• Records
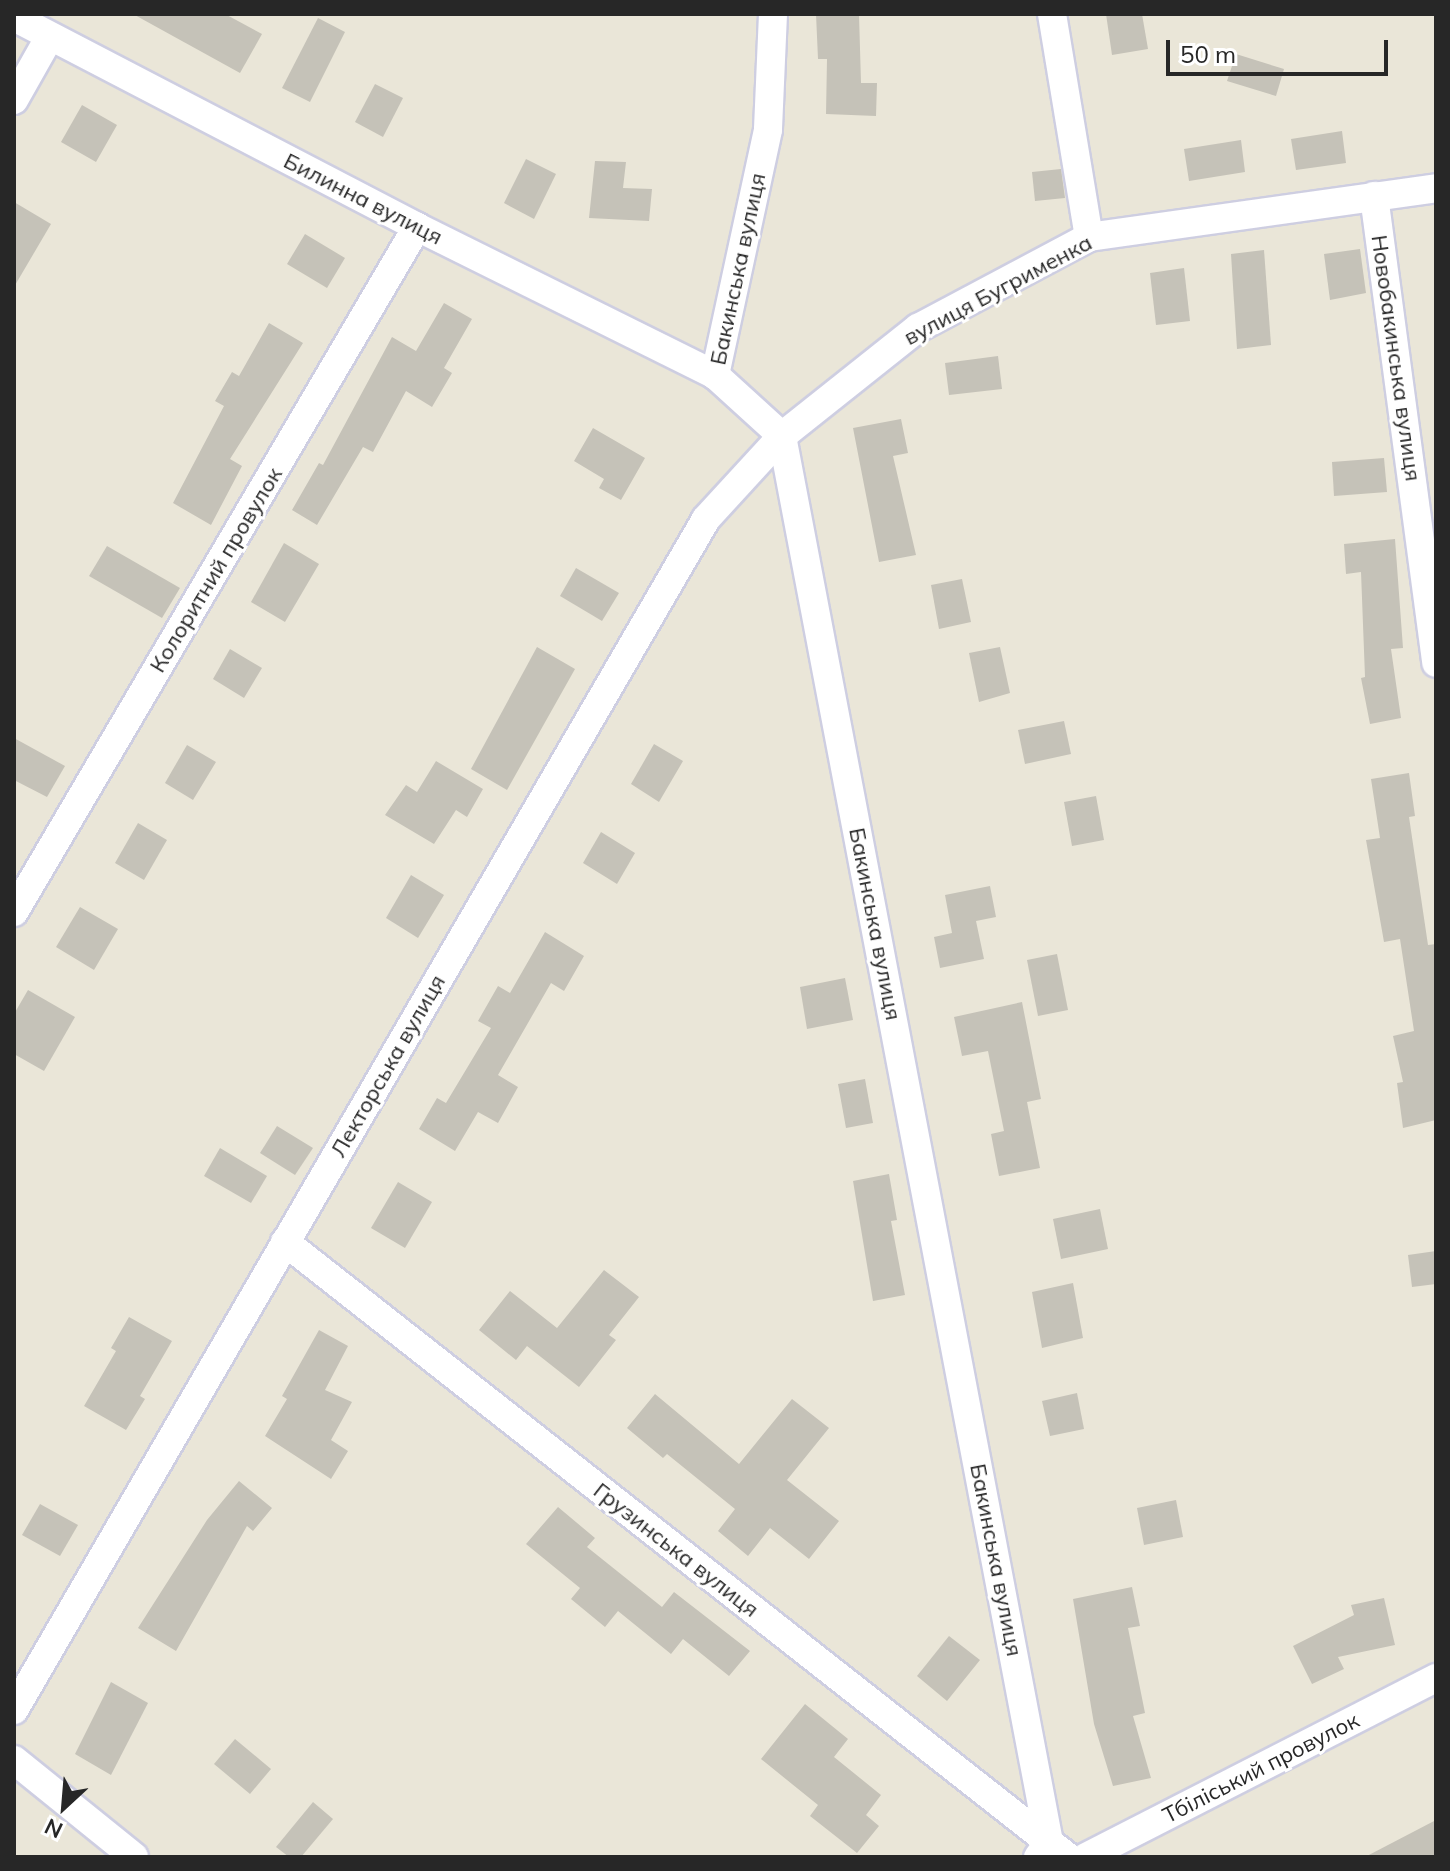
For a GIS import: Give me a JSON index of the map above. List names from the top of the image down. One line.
...
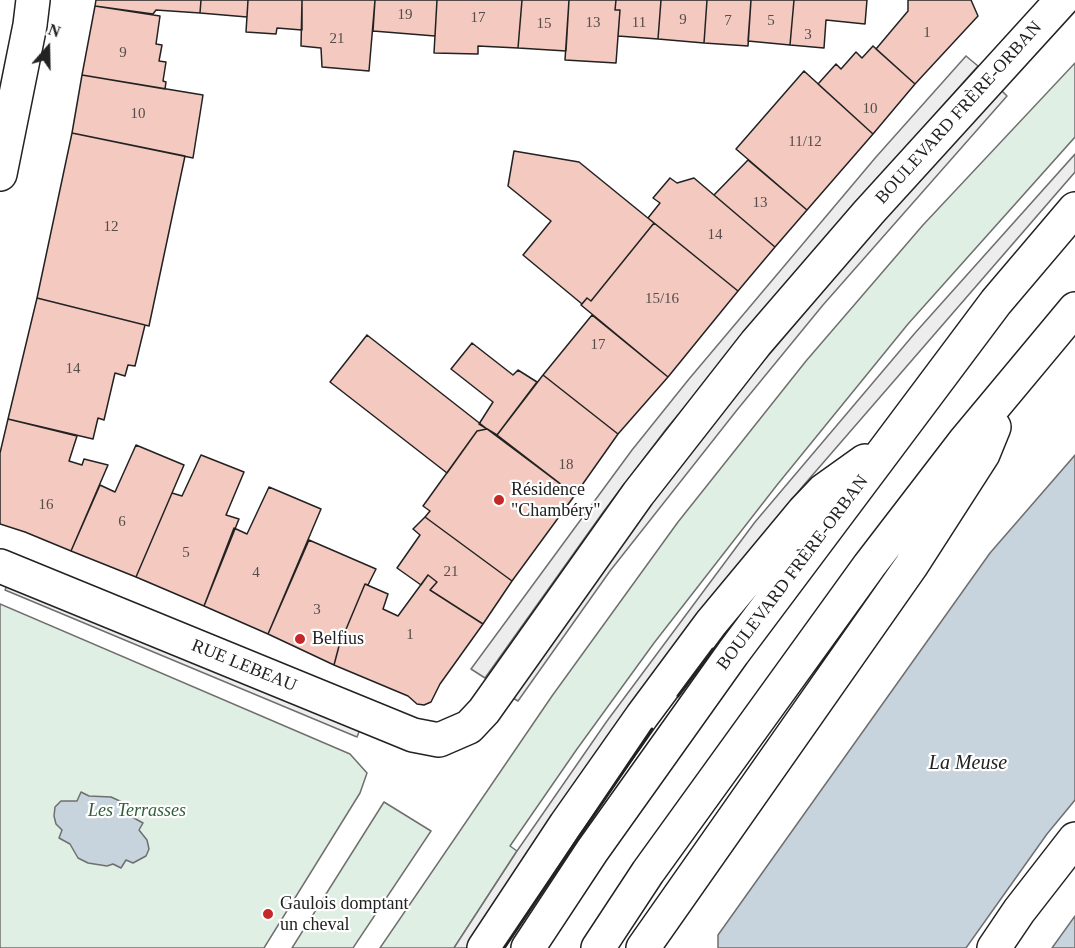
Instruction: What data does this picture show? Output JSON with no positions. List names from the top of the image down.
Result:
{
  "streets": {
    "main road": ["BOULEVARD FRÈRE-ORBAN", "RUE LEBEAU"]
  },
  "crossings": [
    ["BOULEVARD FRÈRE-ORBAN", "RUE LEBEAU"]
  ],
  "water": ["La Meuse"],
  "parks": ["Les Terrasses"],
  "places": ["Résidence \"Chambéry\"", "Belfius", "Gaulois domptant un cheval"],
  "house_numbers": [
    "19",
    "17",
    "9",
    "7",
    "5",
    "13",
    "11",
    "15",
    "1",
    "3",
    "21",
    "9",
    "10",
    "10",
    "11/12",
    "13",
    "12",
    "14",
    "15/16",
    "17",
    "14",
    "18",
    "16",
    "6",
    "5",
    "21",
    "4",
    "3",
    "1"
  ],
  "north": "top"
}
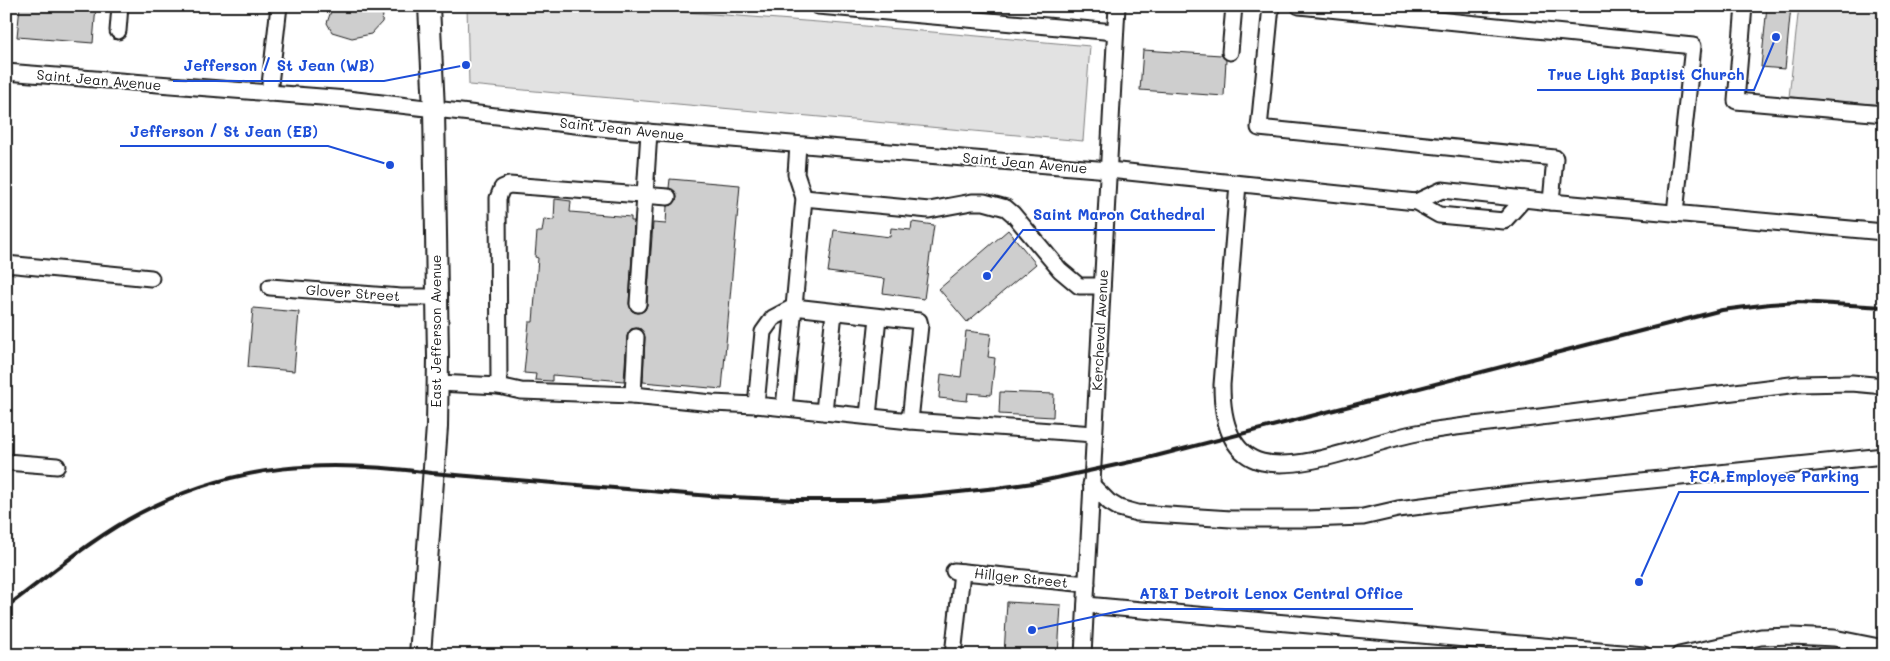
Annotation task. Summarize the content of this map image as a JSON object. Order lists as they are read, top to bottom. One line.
---
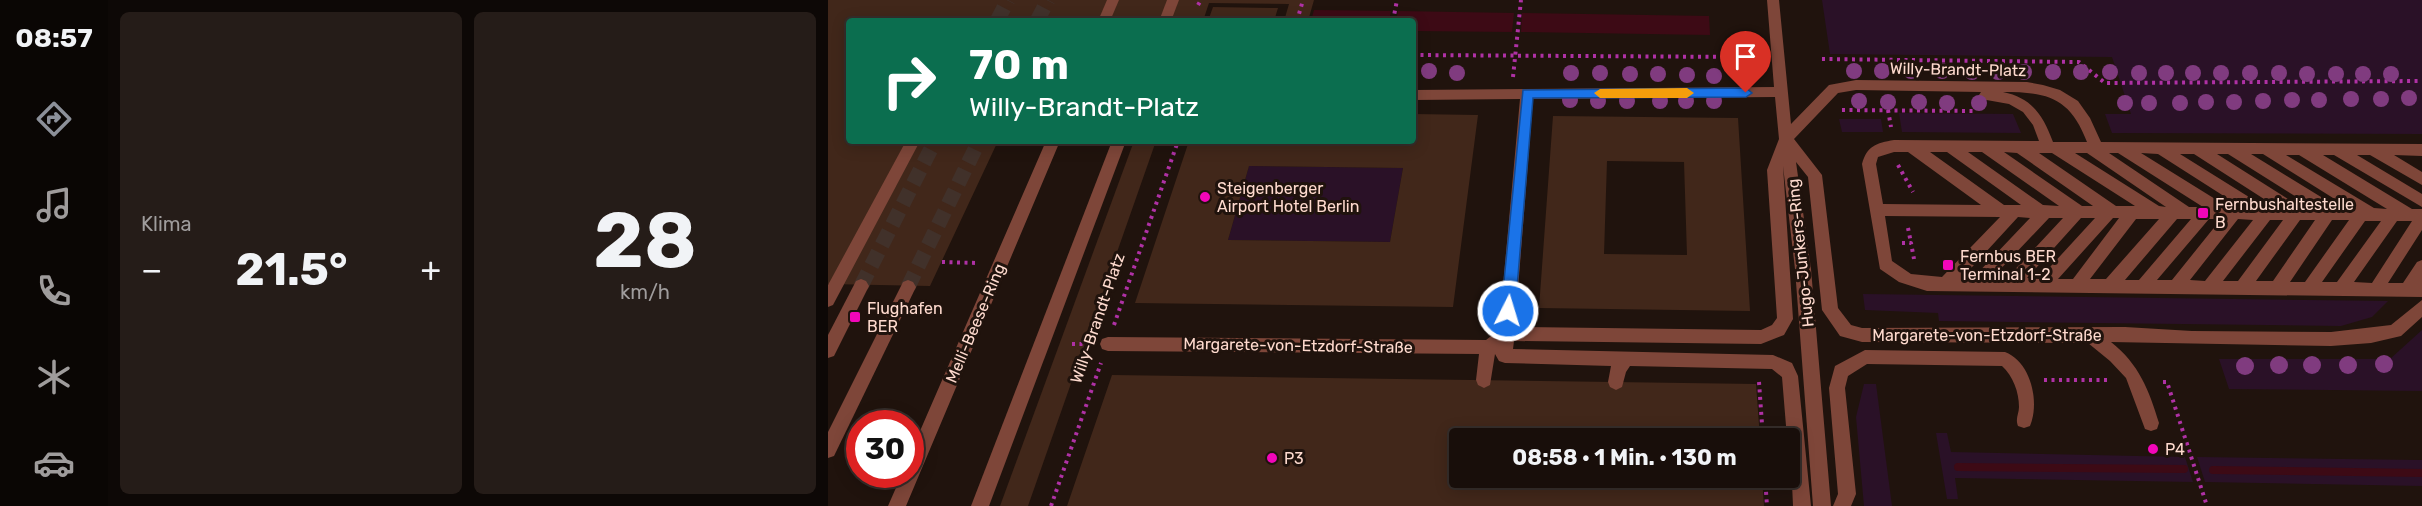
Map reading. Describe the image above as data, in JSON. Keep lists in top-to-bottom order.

• Work to be completed
Copy each line of the records containing the string "data".

• Answer box
Instruction: What data does this picture show? Output JSON with no positions. List names from the top of the image down.
Map reading. Describe the image above as data, in JSON. Keep lists in top-to-bottom order.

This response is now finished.